From: Peter Dimov (lists_at_[hidden])
Date: 2014-02-24 10:56:21

Mathias Gaunard wrote:
> They're useful if you want to write unit tests that checks that your
> functions do indeed emit an assert in a situation that is invalid.

Asserting that something should assert, how very Lakos. The function
checking its own contract is itself part of a contract.

> The main difference with Boost.Assert is that the interface allows to
> change the handler at runtime.

I'm of two minds about that feature.

Either way, it's not hard to write boost::assertion_failed that calls a
violation handler, so this is certainly implementable on top of the current
Boost.Assert. But providing a sensible - consistent, you'd say - interface
to both the old functionality and the new one (if it's added) might prove a

Originally BOOST_ASSERT was motivated by the fact that many Boost libraries
used 'assert', which generally did not offer enough control for users (of
said Boost libraries - not of BOOST_ASSERT which didn't exist yet). And it
being 'assert' by default was intended to make a search and replace of
assert with BOOST_ASSERT a risk-free procedure.

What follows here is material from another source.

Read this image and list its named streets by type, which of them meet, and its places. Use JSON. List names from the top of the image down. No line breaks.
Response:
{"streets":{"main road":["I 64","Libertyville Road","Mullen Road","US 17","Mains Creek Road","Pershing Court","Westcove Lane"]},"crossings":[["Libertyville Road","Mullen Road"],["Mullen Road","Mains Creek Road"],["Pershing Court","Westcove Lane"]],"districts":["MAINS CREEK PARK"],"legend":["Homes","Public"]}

But then people started wanting more, and sometimes less. The standard
'assert', say, brings up a dialog box, and we want just simple std::cerr
output. But with a message. And sometimes we actually want std::cout output.
Or stdout, when iostreams are not available. And so on.

The idea was that everyone who wants something not-'assert' was free to
write a custom handler, but that's not how it panned out.

One way forward would probably be to just cut all ties with the standard
assert macro and go our own way. Not sure how many people this would upset.